# DATA TO PROCESS
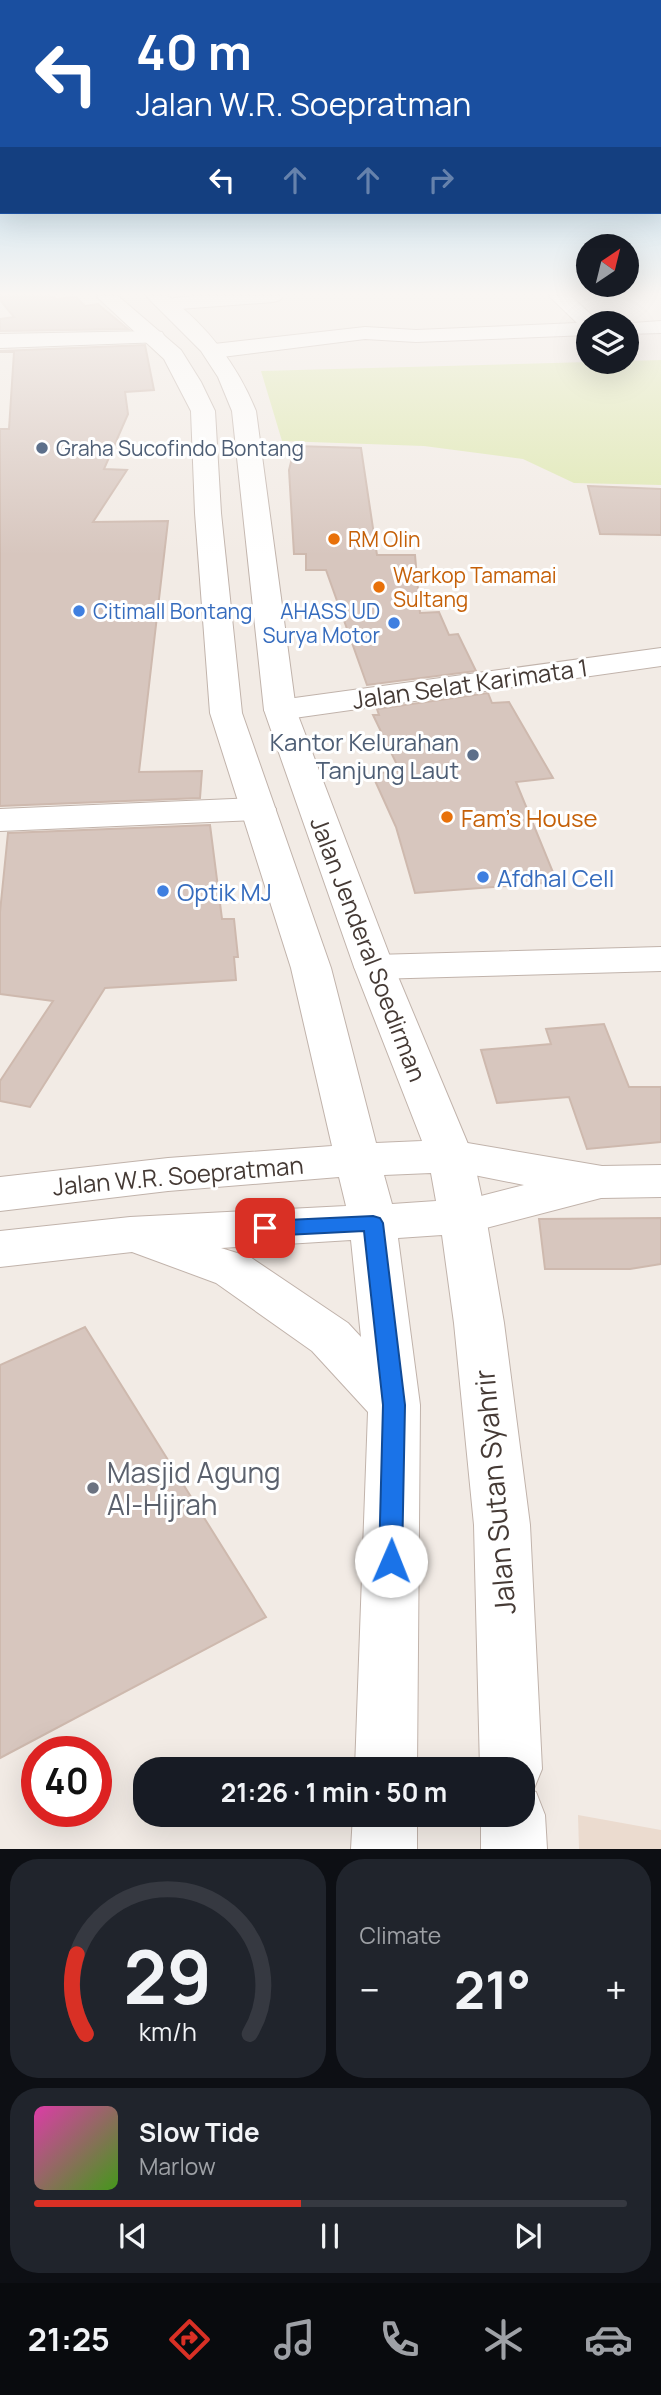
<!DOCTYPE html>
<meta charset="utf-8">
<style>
body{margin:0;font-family:Manrope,sans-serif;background:#20242c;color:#f1f3f6;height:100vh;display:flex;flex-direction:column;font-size:26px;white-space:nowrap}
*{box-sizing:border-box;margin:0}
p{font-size:23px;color:#9ea1a6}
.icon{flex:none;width:38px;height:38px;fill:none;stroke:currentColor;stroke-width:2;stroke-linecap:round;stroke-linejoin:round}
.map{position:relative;height:1849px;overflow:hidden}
.drawer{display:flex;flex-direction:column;gap:10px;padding:10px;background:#0d0f14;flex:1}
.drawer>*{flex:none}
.top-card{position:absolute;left:0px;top:0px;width:662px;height:214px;box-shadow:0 7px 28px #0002;background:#1a4fa0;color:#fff;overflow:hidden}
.needle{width:46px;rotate:35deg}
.controls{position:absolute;left:576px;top:234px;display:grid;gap:14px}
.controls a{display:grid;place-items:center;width:63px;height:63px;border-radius:50%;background:#171b24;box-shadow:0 7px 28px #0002;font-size:35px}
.speed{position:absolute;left:21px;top:1736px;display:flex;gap:14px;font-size:35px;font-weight:700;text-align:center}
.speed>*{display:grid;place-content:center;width:91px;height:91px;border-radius:50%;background:#171b24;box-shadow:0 7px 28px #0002;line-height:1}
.speed .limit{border:10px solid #d22;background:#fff;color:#111}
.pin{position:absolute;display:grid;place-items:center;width:60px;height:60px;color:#fff;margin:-30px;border-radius:14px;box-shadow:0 4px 10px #0006}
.me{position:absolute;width:77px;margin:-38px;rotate:1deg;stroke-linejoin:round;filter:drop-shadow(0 0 5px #0008)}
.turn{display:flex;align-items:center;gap:24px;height:147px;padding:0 21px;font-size:32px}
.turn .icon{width:91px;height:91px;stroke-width:2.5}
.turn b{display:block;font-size:49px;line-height:60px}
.lanes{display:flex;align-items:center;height:66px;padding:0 21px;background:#0003;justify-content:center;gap:35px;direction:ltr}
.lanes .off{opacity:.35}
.big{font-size:52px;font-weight:700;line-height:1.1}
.drawer .widget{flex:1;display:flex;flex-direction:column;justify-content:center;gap:10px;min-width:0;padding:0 24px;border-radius:28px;background:#20242c}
.drawer .dial{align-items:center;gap:0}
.dial svg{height:182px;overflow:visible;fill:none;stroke:#363941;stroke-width:7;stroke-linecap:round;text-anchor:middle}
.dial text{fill:#f1f3f6;stroke:none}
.song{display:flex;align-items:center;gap:21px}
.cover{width:84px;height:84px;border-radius:10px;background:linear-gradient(135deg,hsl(320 70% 55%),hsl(100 70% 35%))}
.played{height:7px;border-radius:4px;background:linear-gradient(90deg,#d93025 45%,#363941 45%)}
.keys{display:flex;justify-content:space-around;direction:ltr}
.heat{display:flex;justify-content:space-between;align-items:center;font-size:38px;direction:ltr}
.drawer .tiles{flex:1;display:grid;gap:10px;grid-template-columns:1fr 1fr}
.widget:last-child{grid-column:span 2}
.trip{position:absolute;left:133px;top:1757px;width:402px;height:70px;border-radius:28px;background:#171b24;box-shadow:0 7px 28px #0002;font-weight:700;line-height:70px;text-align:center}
.menu{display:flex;height:112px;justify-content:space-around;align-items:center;background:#090b0e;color:#9ea1a6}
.menu .icon{width:49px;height:49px}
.menu .current{color:#d93025}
.menu b{font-size:32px;color:#f1f3f6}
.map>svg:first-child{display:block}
.education{fill:#ebdbcf}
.green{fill:#dde7ae}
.building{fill:#d7c6be;stroke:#ceb9ae;stroke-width:2}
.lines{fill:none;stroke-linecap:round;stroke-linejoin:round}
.minor-casing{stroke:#c1b3ab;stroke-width:2}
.tertiary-casing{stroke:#c1b3ab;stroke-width:2}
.minor{fill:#fff;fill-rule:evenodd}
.tertiary{fill:#fff;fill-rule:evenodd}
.route{fill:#1a73e8;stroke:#114b97;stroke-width:2}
.service-dot{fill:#5c6f8a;stroke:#fff;stroke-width:2.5}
.food-dot{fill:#e8710a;stroke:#fff;stroke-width:2.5}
.shop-dot{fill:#3f7fe0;stroke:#fff;stroke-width:2.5}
.worship-dot{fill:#6b7280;stroke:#fff;stroke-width:2.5}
.labels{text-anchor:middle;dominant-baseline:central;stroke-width:6;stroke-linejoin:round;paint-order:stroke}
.far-service-label{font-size:21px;fill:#4e5e75;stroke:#fff;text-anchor:start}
.far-food-label{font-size:21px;fill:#c56008;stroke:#fff;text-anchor:start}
.far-shop-label{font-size:21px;fill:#366cbe;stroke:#fff;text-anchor:start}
.street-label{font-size:24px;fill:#453a35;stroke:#fff}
.service-label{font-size:24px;fill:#4e5e75;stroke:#fff;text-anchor:end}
.food-label{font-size:24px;fill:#c56008;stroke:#fff;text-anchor:start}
.shop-label{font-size:24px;fill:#366cbe;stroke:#fff;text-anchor:start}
.near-worship-label{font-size:28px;fill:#5b616d;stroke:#fff;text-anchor:start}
.near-street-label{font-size:28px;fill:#453a35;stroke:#fff}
</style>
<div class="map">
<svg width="661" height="1849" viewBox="0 0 661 1849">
<rect width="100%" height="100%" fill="#f2ebe5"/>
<path class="education" d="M578 1815 661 1830V1849H579Z"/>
<path class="green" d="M661 360V485L574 483 523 459 424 446 282 441 261 371Z"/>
<path class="building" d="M0 296H52L56 299 76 297 85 306 98 304 128 329 0 331V319L14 317 0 300Z
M145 345 154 390 125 392 128 414 104 469 127 470 93 522 168 521 139 772 202 771 200 798 0 806V429H9L14 352H0V351Z
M295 446 361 448 377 555H415L420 613 439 612 449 635 458 634 476 671 367 685 326 570H306V554H294L289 470Z
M588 486 661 489V535L600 534Z
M488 693 492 703 509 702 553 778 516 782 557 882 415 893 396 827 372 774 400 771 373 715H379L377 709Z
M210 825 222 919H234L238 957H234L236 980 105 988 30 1107 0 1101V1081L53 1001 0 994V912L8 833Z
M604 1024 629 1087H661V1142L587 1149 569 1097 497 1103 481 1050 551 1044 546 1029Z
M661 1218V1264L630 1269H545L539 1219Z
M85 1327 266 1617 0 1758V1365Z"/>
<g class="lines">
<g class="minor-casing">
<path id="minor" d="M192 296H283L280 300 273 302 166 310 159 308 156 304 159 300Z
M549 296H571L601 324H588V335L416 342 365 339 214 358 206 356 203 351 206 346 214 344 365 327 416 330 577 323Z
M661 321V333L626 334V324H618Z
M154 331 162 332 165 337 162 342 0 348V334Z
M661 648V666L280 720 269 717 264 710 269 703 280 700Z
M258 798 270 802 276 809 270 816 258 820 0 831V809Z
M661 947V971L374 979 360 976 354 967 360 958 374 955Z
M450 1140 602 1166 661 1165V1197L601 1198 463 1234 446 1229 440 1217 446 1205 524 1185 434 1167 427 1156 434 1145Z"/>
</g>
<g class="tertiary-casing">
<path id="tertiary" d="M96 296H118L181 350 201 382 215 411 221 513 242 713 331 968 376 1143 422 1141 354 967 264 710 232 411 218 377 201 351 146 296H168C208 327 237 364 256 411L296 710 394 967 473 1156 486 1217 504 1323 530 1525 542 1769 533 1791 536 1792 545 1815 547 1849H481V1815H523V1769H480L474 1525 454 1323 442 1235 398 1238 420 1405 417 1769H355L368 1412 312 1351 216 1283 132 1252 0 1267V1231L130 1217 346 1206 339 1177 168 1191 0 1211V1177L168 1158 332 1146 291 968 210 713 195 513 191 411 164 359ZM431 1173 436 1201 392 1204 384 1175ZM351 1240 361 1337 348 1323 250 1257 221 1248Z
M353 1815H417V1849H351Z"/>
</g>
<use href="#minor" class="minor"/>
<use href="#tertiary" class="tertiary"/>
</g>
<linearGradient id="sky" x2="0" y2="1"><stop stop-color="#8cc8eb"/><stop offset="0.53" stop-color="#f9f6f3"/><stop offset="1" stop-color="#f9f6f3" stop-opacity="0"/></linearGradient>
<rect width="661" height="555" fill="url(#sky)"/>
<path class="route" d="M373 1216 380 1218 383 1223 405 1405 402 1561 399 1569 391 1572 382 1569 379 1561 383 1405 364 1231 265 1236 258 1234 255 1228 258 1223 265 1221Z"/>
<g class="service-dot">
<circle cx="42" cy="448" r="7"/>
<circle cx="473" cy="755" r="7"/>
</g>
<g class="food-dot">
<circle cx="334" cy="539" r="7"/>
<circle cx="379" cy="587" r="7"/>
<circle cx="447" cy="817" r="7"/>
</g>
<g class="shop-dot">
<circle cx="79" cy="611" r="7"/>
<circle cx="394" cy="623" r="7"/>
<circle cx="483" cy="877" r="7"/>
<circle cx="163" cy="891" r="7"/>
</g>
<circle class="worship-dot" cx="93" cy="1488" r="7"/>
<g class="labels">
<g class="far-service-label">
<text x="56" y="448">Graha Sucofindo Bontang</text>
</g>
<g class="far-food-label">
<text x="348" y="539">RM Olin</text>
<text x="393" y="575">Warkop Tamamai<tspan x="393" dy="24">Sultang</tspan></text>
</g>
<g class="far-shop-label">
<text x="93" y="611">Citimall Bontang</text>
<text x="380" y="611" text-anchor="end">AHASS UD<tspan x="380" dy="24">Surya Motor</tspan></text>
</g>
<g class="street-label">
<text transform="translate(470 683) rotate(-8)">Jalan Selat Karimata 1</text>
<text transform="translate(369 949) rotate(69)">Jalan Jenderal Soedirman</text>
<text transform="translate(178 1175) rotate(-5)">Jalan W.R. Soepratman</text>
</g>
<g class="service-label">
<text x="459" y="741">Kantor Kelurahan<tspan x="459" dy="28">Tanjung Laut</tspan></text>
</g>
<g class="food-label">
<text x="461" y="817">Fam's House</text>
</g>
<g class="shop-label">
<text x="497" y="877">Afdhal Cell</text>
<text x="177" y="891">Optik MJ</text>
</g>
<g class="near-worship-label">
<text x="107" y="1472">Masjid Agung<tspan x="107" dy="32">Al-Hijrah</tspan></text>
</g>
<g class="near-street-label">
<text transform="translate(494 1492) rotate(-95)">Jalan Sutan Syahrir</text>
</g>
</g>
</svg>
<div class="controls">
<a><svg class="needle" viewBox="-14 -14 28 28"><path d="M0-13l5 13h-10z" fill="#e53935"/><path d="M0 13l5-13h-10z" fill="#9ea1a6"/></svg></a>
<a><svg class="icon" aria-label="layers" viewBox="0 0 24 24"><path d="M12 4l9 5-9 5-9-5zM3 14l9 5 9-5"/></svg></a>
</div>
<div class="speed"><div class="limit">40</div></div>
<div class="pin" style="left:265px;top:1228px;background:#d93025"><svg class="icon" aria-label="arrive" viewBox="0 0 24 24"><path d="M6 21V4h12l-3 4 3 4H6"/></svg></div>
<svg class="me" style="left:391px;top:1561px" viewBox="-20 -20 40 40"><circle r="19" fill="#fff"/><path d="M0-13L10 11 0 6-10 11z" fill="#1a73e8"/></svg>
<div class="trip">21:26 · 1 min · 50 m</div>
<div class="top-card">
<div class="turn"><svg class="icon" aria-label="left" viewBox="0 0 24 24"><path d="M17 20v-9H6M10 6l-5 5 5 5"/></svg><div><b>40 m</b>Jalan W.R. Soepratman</div></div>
<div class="lanes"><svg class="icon" aria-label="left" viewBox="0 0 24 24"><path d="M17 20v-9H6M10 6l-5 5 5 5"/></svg><svg class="icon off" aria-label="ahead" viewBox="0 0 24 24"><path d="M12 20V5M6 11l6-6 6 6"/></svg><svg class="icon off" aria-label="ahead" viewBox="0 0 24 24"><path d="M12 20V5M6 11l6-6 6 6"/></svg><svg class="icon off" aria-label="right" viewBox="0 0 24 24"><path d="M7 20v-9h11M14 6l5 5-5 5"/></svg></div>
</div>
</div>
<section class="drawer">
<div class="tiles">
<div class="widget dial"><svg viewBox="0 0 100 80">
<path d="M14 69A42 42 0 1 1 86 69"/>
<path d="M14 69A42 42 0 0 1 10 34" stroke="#d93025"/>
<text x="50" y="56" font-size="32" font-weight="700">29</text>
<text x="50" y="72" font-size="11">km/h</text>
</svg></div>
<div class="widget"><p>Climate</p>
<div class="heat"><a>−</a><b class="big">21°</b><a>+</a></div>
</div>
<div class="widget">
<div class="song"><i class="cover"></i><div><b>Slow Tide</b><p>Marlow</p></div></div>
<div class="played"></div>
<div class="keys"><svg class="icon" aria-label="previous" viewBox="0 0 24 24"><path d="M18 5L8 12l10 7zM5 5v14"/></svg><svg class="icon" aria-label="pause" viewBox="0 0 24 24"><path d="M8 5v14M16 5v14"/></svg><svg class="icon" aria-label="next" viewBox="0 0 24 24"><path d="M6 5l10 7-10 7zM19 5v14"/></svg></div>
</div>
</div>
</section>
<nav class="menu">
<b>21:25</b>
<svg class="icon current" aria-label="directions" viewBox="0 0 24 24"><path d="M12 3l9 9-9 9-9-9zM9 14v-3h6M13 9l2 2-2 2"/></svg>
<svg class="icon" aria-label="music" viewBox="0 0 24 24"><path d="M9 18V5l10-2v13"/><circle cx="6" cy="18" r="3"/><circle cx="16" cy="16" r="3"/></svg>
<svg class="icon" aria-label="phone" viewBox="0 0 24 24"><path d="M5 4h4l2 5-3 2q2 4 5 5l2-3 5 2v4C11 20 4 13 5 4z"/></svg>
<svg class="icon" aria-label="climate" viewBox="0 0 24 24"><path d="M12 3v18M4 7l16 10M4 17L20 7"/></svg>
<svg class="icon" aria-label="car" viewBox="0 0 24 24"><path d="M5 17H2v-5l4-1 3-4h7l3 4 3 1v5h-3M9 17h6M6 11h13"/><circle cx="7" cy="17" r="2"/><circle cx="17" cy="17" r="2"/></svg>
</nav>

# WHAT THIS TASK INVOLVES
Each line carrying the string "played" should be copied out from the entries.

# TASK RESPONSE
.played{height:7px;border-radius:4px;background:linear-gradient(90deg,#d93025 45%,#363941 45%)}
<div class="played"></div>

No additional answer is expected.